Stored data
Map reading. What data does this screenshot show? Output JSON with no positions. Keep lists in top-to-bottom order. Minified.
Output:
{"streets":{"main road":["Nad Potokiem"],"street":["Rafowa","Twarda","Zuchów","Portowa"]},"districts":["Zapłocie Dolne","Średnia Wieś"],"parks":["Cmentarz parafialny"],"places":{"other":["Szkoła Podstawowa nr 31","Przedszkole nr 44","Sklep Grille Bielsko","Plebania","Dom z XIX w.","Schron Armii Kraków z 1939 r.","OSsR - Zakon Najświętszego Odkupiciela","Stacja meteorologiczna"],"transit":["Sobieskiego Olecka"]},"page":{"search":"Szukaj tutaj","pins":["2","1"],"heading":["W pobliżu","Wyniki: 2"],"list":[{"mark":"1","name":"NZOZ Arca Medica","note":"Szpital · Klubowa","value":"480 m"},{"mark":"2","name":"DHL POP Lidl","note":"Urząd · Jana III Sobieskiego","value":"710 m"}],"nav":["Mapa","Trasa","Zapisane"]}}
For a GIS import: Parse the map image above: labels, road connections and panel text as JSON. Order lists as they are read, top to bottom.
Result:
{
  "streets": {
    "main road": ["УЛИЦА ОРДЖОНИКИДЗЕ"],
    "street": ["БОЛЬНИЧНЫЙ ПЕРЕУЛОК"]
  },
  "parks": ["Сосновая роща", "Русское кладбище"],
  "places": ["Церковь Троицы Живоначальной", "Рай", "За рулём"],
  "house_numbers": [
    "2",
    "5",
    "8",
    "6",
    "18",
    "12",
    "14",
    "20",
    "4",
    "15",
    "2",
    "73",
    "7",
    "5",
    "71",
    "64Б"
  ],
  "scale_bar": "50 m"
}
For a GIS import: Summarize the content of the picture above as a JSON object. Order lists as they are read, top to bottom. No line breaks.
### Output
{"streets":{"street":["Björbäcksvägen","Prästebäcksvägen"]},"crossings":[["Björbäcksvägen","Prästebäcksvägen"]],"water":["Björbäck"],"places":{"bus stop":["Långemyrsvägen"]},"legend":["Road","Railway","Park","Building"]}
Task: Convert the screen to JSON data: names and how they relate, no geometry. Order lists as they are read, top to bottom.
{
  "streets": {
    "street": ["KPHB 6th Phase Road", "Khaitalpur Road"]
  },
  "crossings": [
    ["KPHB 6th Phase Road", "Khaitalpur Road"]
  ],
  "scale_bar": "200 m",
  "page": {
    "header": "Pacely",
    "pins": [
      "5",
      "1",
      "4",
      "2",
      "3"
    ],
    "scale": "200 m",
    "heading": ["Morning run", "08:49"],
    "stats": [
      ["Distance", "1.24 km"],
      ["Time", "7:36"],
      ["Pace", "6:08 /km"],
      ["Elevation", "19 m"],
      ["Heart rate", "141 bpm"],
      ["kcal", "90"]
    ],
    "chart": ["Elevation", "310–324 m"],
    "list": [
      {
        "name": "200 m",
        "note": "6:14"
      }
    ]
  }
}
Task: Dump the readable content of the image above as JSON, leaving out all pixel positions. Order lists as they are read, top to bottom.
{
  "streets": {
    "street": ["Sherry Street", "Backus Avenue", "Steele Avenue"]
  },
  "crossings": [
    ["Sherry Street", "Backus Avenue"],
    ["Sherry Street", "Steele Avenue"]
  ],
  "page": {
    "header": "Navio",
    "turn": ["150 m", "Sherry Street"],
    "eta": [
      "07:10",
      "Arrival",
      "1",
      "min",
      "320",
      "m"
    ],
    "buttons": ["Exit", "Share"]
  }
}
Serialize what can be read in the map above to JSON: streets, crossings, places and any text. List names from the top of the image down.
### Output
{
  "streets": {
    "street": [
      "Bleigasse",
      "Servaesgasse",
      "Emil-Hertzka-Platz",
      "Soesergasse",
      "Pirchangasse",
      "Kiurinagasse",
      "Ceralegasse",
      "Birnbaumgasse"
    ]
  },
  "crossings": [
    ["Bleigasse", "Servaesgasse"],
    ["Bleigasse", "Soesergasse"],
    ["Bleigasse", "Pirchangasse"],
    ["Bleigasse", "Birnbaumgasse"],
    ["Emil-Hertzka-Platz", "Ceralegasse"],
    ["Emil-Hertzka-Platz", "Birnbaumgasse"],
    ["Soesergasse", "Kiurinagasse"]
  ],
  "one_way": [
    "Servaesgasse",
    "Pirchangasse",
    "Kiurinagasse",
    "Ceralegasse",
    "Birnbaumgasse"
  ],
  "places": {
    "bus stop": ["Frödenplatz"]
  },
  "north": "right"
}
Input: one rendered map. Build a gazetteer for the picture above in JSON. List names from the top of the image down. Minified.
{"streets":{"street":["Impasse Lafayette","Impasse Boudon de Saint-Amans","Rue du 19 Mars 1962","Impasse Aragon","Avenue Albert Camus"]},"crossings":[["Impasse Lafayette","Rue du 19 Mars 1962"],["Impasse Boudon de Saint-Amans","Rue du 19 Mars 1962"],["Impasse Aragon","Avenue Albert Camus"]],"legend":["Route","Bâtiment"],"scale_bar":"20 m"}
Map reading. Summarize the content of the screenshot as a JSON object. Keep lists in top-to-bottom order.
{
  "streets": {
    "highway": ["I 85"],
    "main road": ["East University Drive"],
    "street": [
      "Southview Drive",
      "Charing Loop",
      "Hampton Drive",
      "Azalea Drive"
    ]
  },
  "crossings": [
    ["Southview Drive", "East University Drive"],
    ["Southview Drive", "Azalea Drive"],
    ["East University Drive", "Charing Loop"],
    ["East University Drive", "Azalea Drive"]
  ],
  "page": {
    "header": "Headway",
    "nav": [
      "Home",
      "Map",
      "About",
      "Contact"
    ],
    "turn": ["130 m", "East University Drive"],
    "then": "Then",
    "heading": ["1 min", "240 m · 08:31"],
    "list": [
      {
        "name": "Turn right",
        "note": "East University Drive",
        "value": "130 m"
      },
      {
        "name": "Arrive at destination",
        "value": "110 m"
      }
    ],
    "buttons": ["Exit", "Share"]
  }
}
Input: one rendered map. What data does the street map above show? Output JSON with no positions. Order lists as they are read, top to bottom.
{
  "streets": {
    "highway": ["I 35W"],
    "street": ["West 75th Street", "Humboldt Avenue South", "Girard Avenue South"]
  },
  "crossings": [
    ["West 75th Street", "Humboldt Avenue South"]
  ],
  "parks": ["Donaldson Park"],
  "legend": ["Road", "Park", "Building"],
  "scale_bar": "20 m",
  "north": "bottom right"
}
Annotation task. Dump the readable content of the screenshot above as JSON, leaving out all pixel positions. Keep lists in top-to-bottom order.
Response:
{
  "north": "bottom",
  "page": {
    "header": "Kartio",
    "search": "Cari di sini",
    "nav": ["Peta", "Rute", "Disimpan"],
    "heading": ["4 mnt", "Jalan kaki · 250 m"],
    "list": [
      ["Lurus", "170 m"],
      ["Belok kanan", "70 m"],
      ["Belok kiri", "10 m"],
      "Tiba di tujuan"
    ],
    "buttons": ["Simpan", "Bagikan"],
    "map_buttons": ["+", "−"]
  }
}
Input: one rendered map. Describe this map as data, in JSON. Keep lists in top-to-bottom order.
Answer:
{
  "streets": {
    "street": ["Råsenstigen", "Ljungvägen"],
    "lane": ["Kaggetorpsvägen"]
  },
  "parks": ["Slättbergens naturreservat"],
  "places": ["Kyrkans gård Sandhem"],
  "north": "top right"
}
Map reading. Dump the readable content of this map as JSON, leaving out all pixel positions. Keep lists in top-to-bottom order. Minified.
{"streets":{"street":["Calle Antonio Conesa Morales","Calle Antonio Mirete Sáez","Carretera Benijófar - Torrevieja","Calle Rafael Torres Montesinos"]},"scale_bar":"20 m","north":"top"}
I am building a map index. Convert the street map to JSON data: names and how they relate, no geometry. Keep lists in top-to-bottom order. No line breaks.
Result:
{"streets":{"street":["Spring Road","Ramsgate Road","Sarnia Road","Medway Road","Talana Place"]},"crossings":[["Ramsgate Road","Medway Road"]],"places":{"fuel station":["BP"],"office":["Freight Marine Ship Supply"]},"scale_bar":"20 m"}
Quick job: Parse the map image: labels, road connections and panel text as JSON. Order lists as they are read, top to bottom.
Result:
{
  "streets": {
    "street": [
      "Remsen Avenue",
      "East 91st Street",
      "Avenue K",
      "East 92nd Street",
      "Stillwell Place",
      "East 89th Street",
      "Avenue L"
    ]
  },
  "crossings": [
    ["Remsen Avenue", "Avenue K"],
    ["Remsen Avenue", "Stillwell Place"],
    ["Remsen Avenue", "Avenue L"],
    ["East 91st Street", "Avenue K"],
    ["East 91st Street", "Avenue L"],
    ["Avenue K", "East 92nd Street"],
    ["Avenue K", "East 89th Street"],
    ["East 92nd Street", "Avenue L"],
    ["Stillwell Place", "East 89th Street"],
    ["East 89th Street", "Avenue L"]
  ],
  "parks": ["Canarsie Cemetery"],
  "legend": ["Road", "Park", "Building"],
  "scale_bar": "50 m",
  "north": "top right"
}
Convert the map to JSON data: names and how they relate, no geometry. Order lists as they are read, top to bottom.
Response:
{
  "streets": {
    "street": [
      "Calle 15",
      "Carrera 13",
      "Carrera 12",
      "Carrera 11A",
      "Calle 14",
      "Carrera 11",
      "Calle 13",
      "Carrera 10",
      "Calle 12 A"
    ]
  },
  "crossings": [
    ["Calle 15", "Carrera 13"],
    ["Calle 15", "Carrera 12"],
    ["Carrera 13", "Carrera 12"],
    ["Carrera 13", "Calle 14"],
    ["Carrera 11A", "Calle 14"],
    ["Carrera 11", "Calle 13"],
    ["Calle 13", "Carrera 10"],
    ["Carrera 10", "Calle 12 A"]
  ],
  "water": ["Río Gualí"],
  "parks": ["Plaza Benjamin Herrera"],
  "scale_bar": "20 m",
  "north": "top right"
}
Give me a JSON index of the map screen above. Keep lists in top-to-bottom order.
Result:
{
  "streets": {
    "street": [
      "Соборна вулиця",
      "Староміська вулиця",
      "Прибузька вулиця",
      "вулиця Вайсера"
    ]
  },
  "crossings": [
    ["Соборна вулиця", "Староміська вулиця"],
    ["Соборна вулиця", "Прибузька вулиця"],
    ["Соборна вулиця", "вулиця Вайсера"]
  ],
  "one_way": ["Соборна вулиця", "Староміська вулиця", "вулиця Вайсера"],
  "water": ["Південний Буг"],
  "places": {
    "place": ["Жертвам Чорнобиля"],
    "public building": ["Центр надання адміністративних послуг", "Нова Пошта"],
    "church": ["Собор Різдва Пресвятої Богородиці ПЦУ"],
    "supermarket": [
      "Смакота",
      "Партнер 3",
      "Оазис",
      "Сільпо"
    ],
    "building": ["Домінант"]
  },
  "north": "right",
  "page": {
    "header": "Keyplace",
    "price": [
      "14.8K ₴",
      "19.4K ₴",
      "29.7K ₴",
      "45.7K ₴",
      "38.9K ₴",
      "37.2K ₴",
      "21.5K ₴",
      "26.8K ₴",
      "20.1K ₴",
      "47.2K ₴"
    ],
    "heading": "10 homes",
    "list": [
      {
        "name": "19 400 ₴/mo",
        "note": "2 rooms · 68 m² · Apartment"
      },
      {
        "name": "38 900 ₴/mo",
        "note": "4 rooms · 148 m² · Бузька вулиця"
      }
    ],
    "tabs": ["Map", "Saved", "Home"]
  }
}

◆ **TASK PROMPT**: Pull out all lines of the data with the string "Parse".

◆ **OUTPUT OF THE TASK**:
For a GIS import: Parse the map image above: labels, road connections and panel text as JSON. Order lists as they are read, top to bottom.
Quick job: Parse the map image: labels, road connections and panel text as JSON. Order lists as they are read, top to bottom.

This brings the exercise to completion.